Ogres in WFRP

By Leogun_91, in WFRP House Rules

I have started work on ogre characters for warhammer fantasy roleplay. This is what I have done so far, base rules and two careers.

http://www.mediafire.com/?zjmcze00wmm

any input is appretiated (as long as it is about the work I have done rather than my choice of project, asking why I did ogres rather than something else won't help)

What hit me first was the fact, that an ogre warrior can carry less personal equipment that an elf/human and far less than a dwarf. Why?

His carrying capacity is double that of a normal toon, but all his equipment weighs five times as much ...

I might have too look into that. But they do normaly carry less things and the objects they do carry are most commonly bigger than average when going by size comparision. But the rate is too much I must agree, maybe have him carry four or five times as much as normal people......It can also be noted that ogres use Gnoblars as pack animals so how much they are able to carry is debatable.

Upon the first look over they look pretty solid! I like the flavor and aspects you have in them and while a pain to print...I really like the 'scroll' look of the project overall!
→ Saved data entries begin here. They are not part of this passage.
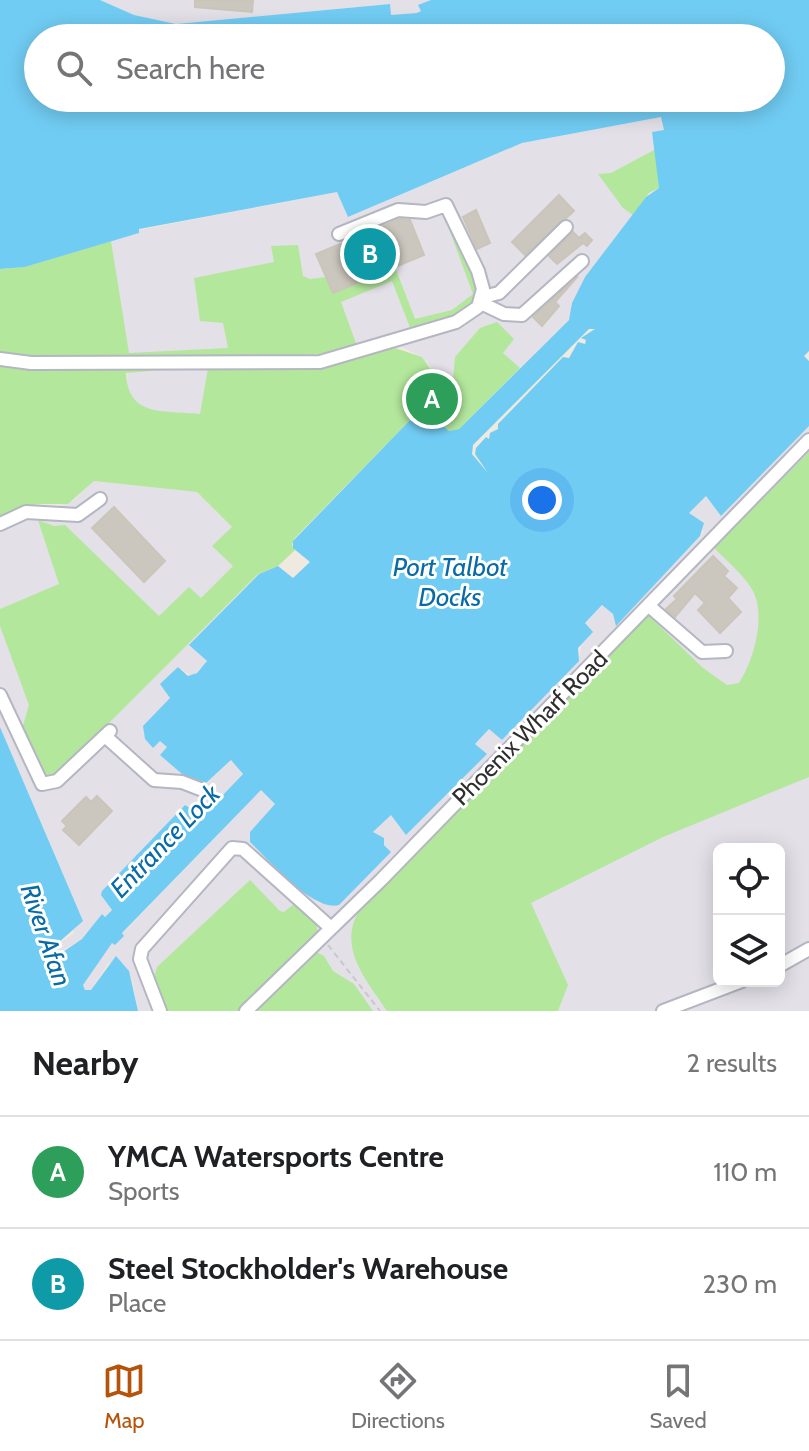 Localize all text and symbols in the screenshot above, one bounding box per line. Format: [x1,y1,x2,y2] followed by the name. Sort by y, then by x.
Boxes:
[24,24,785,112] search box
[52,46,96,90] icon: search
[116,50,265,87] text: Search here
[344,224,396,284] pin: B
[406,369,458,429] pin: A
[522,480,562,520] your location
[393,551,508,613] water label: Port Talbot Docks
[446,644,613,811] street label: Phoenix Wharf Road
[103,777,227,904] water label: Entrance Lock
[713,843,785,987] map controls
[713,843,785,915] button: locate
[14,880,78,990] water label: River Afan
[713,915,785,987] button: layers
[32,1042,139,1084] text: Nearby
[686,1047,777,1079] text: 2 results
[108,1138,444,1175] text: YMCA Watersports Centre
[50,1156,66,1188] text: A
[713,1156,777,1188] text: 110 m
[108,1175,180,1207] text: Sports
[108,1250,508,1287] text: Steel Stockholder's Warehouse
[50,1268,66,1300] text: B
[703,1268,777,1300] text: 230 m
[108,1287,166,1319] text: Place
[102,1359,146,1434] tab: Map
[351,1359,445,1434] tab: Directions
[650,1359,707,1434] tab: Saved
I think that giving the Ogre the bureaucrat trait (and maybe even the social) is a bit far fetched. He might be so in his own society but the general feel and what it seems you are trying to catch is that the game is mainly played from the Empire's point of view. So unless you run a campaign in an ogre setting I'd say an ogre (and a fighter at that) will have a hard time being anything close to bureaucratic.

Lucas Adorn said:

I think that giving the Ogre the bureaucrat trait (and maybe even the social) is a bit far fetched. .
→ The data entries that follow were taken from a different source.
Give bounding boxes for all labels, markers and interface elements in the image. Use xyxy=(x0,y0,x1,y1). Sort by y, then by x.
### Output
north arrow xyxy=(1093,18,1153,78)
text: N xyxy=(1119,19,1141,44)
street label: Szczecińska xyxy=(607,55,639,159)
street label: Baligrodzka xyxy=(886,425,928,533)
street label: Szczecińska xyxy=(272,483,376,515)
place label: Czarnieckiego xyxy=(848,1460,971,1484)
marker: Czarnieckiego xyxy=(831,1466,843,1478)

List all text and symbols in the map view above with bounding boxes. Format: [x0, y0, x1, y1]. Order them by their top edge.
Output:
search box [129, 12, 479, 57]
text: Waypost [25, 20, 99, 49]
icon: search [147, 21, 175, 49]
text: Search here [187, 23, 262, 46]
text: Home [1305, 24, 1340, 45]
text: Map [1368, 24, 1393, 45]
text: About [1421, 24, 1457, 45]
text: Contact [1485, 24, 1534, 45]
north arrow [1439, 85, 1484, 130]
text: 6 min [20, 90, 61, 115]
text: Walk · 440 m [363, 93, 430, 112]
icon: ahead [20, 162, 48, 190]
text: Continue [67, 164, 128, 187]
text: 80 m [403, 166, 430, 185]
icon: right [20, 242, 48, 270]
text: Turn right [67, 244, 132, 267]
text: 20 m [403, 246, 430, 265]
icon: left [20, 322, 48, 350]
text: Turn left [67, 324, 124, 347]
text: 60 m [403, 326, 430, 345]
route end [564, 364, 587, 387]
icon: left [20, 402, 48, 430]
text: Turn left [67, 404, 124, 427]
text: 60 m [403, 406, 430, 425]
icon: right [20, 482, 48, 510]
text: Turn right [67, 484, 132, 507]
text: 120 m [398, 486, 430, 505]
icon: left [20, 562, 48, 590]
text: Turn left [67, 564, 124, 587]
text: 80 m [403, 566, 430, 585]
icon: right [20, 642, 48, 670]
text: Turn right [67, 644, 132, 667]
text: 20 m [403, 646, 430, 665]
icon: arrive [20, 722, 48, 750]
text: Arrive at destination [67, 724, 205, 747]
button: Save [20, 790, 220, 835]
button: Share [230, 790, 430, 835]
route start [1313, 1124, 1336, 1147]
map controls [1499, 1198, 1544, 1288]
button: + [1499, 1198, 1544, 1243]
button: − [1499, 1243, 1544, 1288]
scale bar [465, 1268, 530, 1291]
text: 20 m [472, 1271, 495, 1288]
"Ugh, Grog help wizard fill out form 493. De sub-annex be complex unless de person be smart at de math."

heh

Lucas Adorn said:


I think that giving the Ogre the bureaucrat trait (and maybe even the social) is a bit far fetched. He might be so in his own society but the general feel and what it seems you are trying to catch is that the game is mainly played from the Empire's point of view. So unless you run a campaign in an ogre setting I'd say an ogre (and a fighter at that) will have a hard time being anything close to bureaucratic.

Looks interesting. Their wound threshold is awfully high. I realise that Ogres are tough but this is a pretty big advantage. Also note that Goldgut can start with a Pistol and 3 gold coins. This cant be matched by any other character and considering the equipment is costing 10 tims as much(what about ammunition?) that is the equivalent of starting with just over 53 gold.

Is there an Ogreish reason for misspelling Strength? I havent read any of the WHFB Ogre stuff.

AaronC said:

Looks interesting. Their wound threshold is awfully high. I realise that Ogres are tough but this is a pretty big advantage. Also note that Goldgut can start with a Pistol and 3 gold coins. This cant be matched by any other character and considering the equipment is costing 10 tims as much(what about ammunition?) that is the equivalent of starting with just over 53 gold.

Is there an Ogreish reason for misspelling Strength? I havent read any of the WHFB Ogre stuff.

No the misspelling of Strength is unintentional, for some reason I have hard with spelling that.

Maybe wounds could be lowered but they should be really hard to bring down.